Data extract Start Marker
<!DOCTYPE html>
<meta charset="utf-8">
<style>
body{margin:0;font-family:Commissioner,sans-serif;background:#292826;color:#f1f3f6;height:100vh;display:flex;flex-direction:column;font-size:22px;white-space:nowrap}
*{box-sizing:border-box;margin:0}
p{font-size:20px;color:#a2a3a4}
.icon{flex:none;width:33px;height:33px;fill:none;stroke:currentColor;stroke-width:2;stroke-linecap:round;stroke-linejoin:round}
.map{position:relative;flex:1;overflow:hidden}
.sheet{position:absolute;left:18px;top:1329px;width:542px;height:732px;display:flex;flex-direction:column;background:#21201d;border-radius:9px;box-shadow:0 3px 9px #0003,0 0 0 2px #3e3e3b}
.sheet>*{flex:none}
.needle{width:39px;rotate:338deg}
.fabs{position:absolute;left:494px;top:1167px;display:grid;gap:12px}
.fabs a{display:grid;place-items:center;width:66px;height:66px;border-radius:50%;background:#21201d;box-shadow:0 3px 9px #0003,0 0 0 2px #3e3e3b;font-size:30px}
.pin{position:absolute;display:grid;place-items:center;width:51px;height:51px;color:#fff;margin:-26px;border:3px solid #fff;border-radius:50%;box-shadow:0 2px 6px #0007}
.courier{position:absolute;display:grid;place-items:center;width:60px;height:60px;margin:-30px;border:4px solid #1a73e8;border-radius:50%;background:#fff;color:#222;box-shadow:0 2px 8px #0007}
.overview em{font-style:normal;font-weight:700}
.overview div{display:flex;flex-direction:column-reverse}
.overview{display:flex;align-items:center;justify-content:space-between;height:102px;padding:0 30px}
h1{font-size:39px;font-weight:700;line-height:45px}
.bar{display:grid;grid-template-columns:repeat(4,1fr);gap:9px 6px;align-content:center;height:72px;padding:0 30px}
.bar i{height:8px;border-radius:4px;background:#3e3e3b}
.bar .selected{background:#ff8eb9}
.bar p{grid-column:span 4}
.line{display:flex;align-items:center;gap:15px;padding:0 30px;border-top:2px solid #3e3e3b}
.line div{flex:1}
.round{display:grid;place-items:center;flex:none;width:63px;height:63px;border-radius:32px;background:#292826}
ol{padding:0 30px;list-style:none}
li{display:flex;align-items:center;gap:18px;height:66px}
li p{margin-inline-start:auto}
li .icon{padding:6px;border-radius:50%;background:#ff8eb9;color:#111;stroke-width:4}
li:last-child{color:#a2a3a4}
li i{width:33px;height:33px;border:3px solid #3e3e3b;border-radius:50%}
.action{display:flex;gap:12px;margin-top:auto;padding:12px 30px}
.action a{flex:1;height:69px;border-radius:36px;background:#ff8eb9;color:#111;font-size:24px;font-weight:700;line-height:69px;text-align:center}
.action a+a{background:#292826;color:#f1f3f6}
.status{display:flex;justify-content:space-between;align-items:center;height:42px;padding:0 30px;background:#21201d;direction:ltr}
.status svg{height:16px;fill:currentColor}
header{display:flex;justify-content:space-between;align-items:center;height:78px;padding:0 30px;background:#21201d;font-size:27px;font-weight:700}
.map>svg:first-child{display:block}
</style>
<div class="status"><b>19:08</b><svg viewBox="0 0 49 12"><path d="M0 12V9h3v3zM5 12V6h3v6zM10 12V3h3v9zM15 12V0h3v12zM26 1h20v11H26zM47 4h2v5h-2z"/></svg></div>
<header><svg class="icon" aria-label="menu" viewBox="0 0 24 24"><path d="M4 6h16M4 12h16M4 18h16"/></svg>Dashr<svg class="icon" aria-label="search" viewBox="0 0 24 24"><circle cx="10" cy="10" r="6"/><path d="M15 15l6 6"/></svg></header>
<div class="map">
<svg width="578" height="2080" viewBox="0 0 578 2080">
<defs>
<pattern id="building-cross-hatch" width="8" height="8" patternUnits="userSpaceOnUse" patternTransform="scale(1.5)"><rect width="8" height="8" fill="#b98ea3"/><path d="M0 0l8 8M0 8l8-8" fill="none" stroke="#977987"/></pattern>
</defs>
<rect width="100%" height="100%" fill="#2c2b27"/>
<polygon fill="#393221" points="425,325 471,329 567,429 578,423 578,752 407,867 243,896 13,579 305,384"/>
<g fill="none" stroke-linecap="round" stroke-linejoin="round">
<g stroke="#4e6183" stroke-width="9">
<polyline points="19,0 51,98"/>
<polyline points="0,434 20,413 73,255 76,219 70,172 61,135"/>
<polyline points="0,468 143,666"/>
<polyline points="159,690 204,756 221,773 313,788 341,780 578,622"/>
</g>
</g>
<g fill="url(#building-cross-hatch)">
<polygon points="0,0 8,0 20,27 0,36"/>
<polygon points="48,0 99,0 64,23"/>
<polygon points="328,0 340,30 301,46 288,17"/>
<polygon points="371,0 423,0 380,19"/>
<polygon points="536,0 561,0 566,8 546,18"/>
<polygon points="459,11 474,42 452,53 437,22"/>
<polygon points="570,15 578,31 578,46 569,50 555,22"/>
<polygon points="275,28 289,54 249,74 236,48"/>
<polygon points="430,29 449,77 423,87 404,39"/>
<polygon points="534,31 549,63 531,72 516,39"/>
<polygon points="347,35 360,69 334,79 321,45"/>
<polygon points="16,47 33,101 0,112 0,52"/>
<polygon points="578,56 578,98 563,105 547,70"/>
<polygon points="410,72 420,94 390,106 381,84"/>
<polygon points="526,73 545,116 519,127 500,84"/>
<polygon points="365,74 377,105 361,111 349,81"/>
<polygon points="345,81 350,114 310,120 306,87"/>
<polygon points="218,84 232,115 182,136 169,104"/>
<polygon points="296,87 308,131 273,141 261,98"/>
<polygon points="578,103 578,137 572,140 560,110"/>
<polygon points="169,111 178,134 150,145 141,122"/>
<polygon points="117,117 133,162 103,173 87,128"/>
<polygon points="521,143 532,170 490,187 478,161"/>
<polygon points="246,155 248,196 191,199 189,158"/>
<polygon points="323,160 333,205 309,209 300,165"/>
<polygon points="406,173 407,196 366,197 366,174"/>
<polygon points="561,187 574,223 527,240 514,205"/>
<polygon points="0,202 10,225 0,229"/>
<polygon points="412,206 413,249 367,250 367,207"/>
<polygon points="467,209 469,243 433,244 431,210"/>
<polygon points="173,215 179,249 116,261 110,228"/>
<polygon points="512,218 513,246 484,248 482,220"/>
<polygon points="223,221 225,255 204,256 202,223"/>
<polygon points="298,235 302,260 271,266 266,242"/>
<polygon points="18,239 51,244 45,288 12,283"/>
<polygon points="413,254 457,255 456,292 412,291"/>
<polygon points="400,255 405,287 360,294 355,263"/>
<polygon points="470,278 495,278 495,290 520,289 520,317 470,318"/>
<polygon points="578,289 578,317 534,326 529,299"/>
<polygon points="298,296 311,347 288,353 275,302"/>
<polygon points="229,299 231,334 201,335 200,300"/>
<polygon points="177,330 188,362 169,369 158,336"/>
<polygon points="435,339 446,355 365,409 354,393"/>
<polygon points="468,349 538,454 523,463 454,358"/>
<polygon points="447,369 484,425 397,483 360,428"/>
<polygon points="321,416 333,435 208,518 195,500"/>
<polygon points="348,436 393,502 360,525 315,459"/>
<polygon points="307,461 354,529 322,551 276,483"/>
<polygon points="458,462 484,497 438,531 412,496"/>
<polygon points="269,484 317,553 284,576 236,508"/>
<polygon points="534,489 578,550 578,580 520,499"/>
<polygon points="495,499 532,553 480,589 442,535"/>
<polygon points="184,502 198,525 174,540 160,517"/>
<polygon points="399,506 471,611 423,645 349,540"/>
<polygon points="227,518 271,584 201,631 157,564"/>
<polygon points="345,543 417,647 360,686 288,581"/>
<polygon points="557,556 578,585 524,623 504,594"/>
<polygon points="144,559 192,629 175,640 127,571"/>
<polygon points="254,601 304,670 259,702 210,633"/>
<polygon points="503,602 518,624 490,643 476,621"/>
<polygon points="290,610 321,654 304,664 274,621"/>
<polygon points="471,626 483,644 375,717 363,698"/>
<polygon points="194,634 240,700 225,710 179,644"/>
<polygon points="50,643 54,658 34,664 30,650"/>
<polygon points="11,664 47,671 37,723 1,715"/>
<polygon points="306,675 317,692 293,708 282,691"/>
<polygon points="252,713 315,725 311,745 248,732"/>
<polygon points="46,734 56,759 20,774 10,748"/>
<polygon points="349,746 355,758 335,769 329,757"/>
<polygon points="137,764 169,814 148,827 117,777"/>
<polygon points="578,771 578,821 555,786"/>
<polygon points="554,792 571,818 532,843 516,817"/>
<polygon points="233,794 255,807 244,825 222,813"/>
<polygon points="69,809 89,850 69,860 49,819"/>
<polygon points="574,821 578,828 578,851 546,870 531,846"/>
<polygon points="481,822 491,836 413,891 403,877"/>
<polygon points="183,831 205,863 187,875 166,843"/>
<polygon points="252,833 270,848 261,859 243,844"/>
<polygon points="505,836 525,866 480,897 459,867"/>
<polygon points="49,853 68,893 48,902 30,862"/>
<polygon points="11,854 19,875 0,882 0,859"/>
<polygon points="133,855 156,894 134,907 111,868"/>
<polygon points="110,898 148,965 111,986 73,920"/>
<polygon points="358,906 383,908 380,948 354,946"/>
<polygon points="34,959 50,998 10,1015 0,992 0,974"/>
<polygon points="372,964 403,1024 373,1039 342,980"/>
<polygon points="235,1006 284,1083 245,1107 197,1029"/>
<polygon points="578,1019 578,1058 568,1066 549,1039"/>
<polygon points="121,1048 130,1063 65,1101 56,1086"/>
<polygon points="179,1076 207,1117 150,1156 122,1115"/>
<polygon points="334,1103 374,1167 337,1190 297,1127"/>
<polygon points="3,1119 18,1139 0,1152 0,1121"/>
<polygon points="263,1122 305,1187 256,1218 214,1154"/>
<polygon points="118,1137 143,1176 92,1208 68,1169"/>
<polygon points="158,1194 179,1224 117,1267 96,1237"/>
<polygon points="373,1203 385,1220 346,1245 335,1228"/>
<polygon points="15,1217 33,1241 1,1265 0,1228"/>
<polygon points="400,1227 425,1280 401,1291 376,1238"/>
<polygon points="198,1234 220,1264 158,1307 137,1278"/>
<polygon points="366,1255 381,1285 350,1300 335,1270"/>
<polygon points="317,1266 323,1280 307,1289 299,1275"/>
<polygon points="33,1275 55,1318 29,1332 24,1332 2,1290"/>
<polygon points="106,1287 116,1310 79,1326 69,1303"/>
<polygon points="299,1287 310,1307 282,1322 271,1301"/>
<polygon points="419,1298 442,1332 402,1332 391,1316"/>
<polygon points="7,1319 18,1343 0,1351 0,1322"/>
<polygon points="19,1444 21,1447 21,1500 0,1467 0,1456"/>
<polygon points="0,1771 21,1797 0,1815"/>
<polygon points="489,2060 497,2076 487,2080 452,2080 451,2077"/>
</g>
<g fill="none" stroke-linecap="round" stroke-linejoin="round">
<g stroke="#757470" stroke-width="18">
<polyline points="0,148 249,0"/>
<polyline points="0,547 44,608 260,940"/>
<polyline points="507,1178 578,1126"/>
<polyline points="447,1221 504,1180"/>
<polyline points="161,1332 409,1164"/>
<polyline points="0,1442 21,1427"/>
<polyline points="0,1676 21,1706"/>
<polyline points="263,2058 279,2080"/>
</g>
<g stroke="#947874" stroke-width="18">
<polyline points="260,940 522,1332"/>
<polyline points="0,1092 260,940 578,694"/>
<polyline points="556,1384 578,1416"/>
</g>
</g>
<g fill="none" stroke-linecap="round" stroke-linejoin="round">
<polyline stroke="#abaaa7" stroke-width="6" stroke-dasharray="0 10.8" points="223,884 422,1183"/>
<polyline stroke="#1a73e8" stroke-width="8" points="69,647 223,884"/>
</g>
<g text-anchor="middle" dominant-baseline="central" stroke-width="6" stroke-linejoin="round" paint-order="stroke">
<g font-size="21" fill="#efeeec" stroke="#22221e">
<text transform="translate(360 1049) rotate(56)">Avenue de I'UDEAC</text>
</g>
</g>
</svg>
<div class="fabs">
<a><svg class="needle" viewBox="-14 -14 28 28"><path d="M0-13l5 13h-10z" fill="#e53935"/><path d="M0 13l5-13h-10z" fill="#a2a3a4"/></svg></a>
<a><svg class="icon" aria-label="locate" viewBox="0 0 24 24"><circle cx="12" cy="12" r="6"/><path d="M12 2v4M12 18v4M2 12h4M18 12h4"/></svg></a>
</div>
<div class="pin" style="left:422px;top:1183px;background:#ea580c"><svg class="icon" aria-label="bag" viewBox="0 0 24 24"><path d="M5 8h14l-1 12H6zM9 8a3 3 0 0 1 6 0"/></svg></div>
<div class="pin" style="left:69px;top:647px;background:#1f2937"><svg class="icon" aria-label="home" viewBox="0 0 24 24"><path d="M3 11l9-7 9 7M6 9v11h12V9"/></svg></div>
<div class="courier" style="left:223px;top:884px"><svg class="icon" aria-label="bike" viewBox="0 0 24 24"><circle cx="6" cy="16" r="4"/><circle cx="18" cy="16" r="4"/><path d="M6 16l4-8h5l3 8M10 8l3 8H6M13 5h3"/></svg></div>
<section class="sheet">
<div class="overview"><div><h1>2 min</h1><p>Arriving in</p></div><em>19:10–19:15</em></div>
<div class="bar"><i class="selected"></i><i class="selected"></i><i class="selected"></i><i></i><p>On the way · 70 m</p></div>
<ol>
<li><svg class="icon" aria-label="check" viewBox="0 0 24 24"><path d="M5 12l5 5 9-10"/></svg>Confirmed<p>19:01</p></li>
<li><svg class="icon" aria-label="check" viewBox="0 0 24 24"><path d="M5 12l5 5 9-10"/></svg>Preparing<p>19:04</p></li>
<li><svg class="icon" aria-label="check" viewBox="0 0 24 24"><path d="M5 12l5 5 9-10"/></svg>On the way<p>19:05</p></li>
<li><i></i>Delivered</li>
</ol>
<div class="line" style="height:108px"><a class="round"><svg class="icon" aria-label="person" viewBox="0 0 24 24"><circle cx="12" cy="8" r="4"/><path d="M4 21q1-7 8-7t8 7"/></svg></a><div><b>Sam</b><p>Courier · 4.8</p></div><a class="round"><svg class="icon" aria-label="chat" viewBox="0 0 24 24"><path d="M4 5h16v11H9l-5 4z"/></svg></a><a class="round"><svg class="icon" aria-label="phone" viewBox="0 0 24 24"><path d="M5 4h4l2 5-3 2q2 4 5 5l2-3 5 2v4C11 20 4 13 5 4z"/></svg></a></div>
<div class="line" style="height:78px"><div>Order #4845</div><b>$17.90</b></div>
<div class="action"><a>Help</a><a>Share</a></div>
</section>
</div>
Data extract End Marker
§ **Work required**
Give the count of lines in the records above that hold the string "left", and only that count.

§ **The completed task**
5